Nel 2005 egli ha pubblicato un articolo sulla rivista americana Proceedings of the National Academy of Sciences, analizzando le caratteristiche di altri 81 scheletri provenienti da uno dei quattro siti, che rafforzano la sua tesi secondo la quale ci sono state migrazioni verso le Americhe di almeno due popolazioni principali.

Non connesse ai nativi americani

Nel giugno 2010, nella rivista PLoS ONE, Neves e i colleghi Marco Hubbe dell'Università Cattolica del Cile del Nord e Katerina Harvati dell'Università tedesca di Tübingen hanno dimostrato che non era possibile che gli scheletri con caratteristiche simili a quelle degli aborigeni potessero essere gli antenati diretti dei nativi americani.

Né è stato possibile che le due popolazioni condividessero un antenato comune, al momento del primo arrivo nel continente, come essi hanno sostenuto, sulla base delle 57 misurazioni craniche che possono essere fatte su un teschio.

Finora quasi tutti gli studi del DNA dei Nativi indicano una singola entrata dalla Siberia. Questo può significare che la popolazione di origine aborigena si è estinta, o semplicemente che gli studi del DNA sono stati troppo limitati, sostiene un gruppo archeologi.

Necessarie prove genetiche

"La mancanza di una perfetta corrispondenza tra le informazioni morfologiche e molecolari può essere facilmente spiegata con un evento molto frequente in evoluzione molecolare: la perdita di lignaggi del DNA nel tempo", dice Neves.

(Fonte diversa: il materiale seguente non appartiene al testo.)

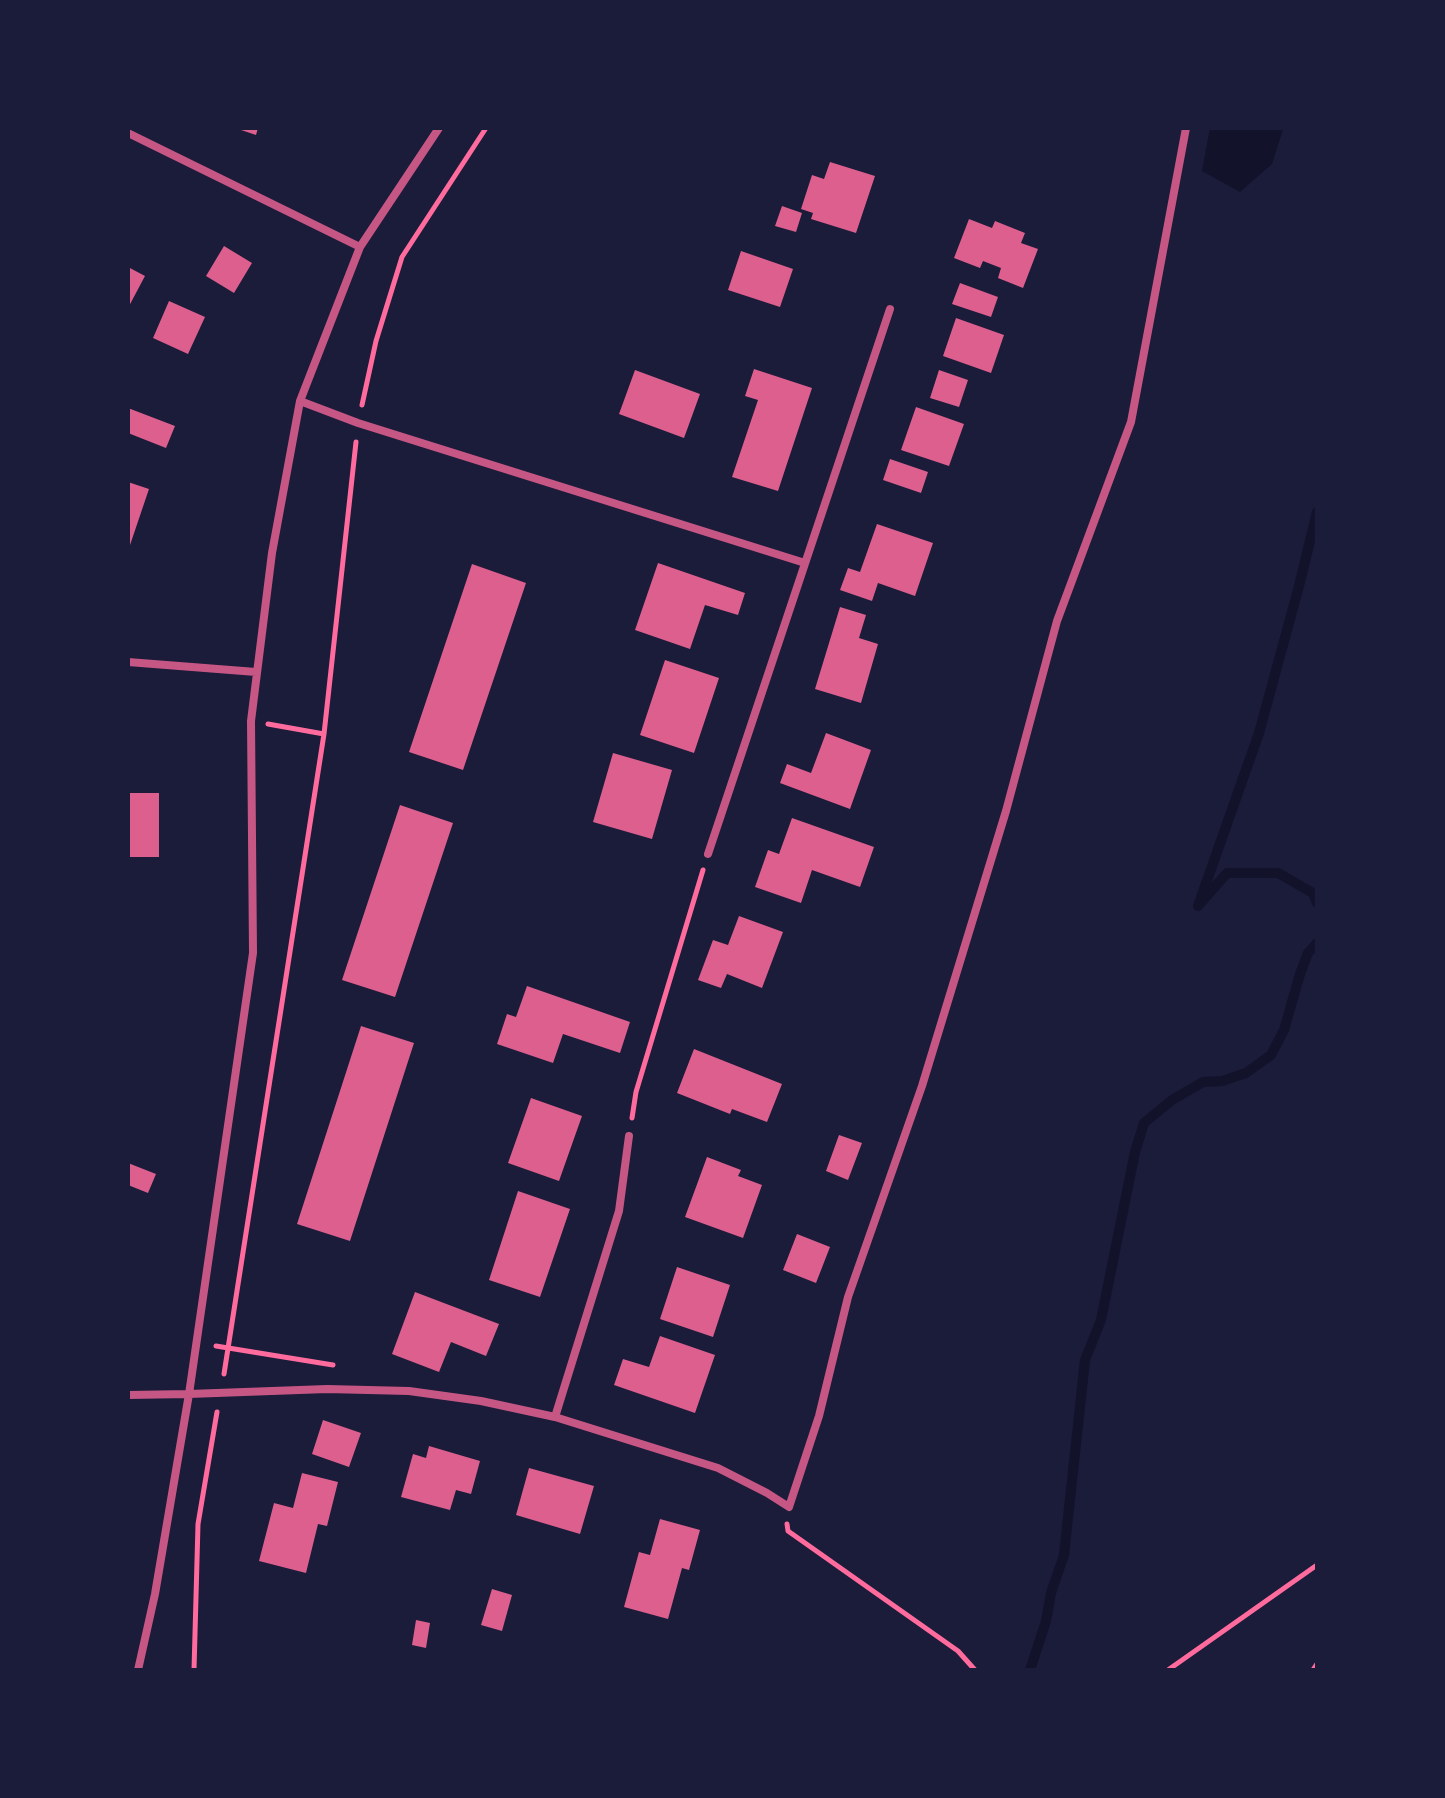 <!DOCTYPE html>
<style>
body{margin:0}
#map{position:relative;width:1445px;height:1798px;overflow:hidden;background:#1b1b3a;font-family:Jost,sans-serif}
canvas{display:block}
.frame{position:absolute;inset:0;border:130px solid #1b1b3a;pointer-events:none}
</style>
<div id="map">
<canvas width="1445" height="1798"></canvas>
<div class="frame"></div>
</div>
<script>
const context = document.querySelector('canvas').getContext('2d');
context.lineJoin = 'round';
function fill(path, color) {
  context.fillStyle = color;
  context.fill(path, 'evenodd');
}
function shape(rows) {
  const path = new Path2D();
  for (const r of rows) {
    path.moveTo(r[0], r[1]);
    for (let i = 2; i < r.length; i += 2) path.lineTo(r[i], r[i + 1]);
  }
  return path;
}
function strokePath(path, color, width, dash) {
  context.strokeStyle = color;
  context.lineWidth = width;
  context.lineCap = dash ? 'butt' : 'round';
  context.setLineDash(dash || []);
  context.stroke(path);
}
fill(shape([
 [1210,128,1317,128,1283,129,1272,164,1240,192,1202,171]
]), '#12122b');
strokePath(shape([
 [1317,512,1299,586,1259,733,1198,906,1227,873,1278,873,1313,893,1317,903],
 [1030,1670,1046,1621,1051,1593,1064,1555,1085,1360,1101,1320,1135,1152,1144,1123,1172,1100,1203,1082,1222,1081,1246,1073,1271,1055,1284,1030,1300,974,1308,953,1317,943]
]), '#12122b', 10);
fill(shape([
 [235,128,258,128,256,135],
 [830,162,875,176,856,233,811,219,813,213,801,209,812,175,824,179],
 [782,206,802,213,796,232,775,226],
 [969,219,992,228,995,221,1025,233,1021,243,1038,249,1023,288,998,278,1001,268,983,261,980,268,954,258],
 [224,246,252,263,234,293,206,276],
 [741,251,793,269,780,307,728,290],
 [128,267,145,276,128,308],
 [960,283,998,297,991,317,952,304],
 [169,301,205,317,188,354,153,338],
 [956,318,1004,335,991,373,943,356],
 [754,369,812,388,778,491,732,477,758,400,745,396],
 [635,370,700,394,684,438,619,414],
 [939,370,968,380,959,407,930,398],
 [916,407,964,424,949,466,901,450],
 [128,408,175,426,166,448,128,433],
 [890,459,928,472,921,493,883,480],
 [128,482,149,489,129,548,128,548],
 [877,524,933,543,915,596,878,583,872,601,840,590,848,568,860,572],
 [658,563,745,593,738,615,705,605,690,649,635,630],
 [472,564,526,583,463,770,409,752],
 [840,607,866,615,859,638,878,644,861,703,815,689],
 [665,660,719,678,694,753,640,735],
 [826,733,871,750,850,809,780,783,787,764,811,773],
 [613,753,672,770,652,839,593,822],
 [128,793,159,793,159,857,128,857],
 [400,805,453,823,395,997,342,980],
 [792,818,874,847,860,887,812,870,801,903,755,887,768,850,779,854],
 [739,916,783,932,762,988,727,974,721,988,698,980,713,940,728,945],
 [527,986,630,1022,620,1053,563,1034,553,1063,497,1044,507,1014,516,1017],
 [361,1026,414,1043,350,1241,297,1224],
 [694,1049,782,1084,767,1122,732,1109,730,1114,677,1093],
 [531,1098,582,1116,559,1181,508,1163],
 [839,1135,862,1143,848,1180,826,1171],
 [707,1157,741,1170,738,1176,762,1185,743,1238,685,1217],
 [128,1163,156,1174,148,1193,128,1185],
 [518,1191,570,1209,540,1297,489,1280],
 [797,1234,830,1247,816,1283,783,1270],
 [677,1267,730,1285,713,1337,660,1319],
 [415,1292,499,1324,486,1356,451,1342,439,1372,392,1354],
 [660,1336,715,1355,695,1413,614,1385,623,1359,649,1367],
 [323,1420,361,1433,349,1467,312,1454],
 [429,1446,480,1461,471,1494,456,1490,450,1510,401,1497,413,1454,426,1458],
 [529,1468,594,1486,580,1534,516,1515],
 [302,1473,338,1482,327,1526,318,1524,306,1573,259,1561,274,1503,293,1508],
 [660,1519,700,1530,689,1570,682,1568,668,1619,624,1607,639,1552,650,1555],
 [492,1589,512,1595,502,1631,481,1625],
 [416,1620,430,1623,426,1648,412,1645]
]), '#dd5f8e');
strokePath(shape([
 [362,405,376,341,402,257,486,128],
 [268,724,324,734],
 [632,1118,636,1092,703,870],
 [216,1346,333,1365],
 [224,1374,324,734,356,442],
 [787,1524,788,1531,958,1651,975,1670],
 [194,1670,198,1524,217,1412],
 [1168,1670,1317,1565],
 [1313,1670,1317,1664]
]), '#ff6b9d', 5);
strokePath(shape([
 [128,133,360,247],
 [300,401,358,423,805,563],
 [128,662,256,672],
 [708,854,890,309],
 [128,1395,189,1394,327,1389,409,1391,481,1401,555,1417,718,1468,767,1493,789,1507,819,1416,848,1297,922,1086,1006,811,1057,621,1131,422,1186,128],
 [555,1417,619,1211,629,1136],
 [138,1670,155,1594,189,1394,253,953,251,721,272,553,300,401,360,247,439,128]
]), '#c65784', 8);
</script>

"All'inizio, ho pensato che ci fosse stata una sostituzione completa della popolazione [in Sud America]", proprio come c'è stato un ricambio di una popolazione simile in Asia orientale nel corso del passaggio dal Pleistocene all'Olocene.

Tuttavia, ora pensa che il popolo originario sia stato, almeno in parte, assorbito nei gruppi colonizzatori. "Io non ho rilevato nulla che possa dire che s'incrociarono [come ad esempio crani che presentino caratteristiche miste].

"Ma penso che lo faremo. Sarebbe improbabile se queste persone vivessero fianco a fianco per 10.000 anni e non si siano incrociate", ha aggiunto.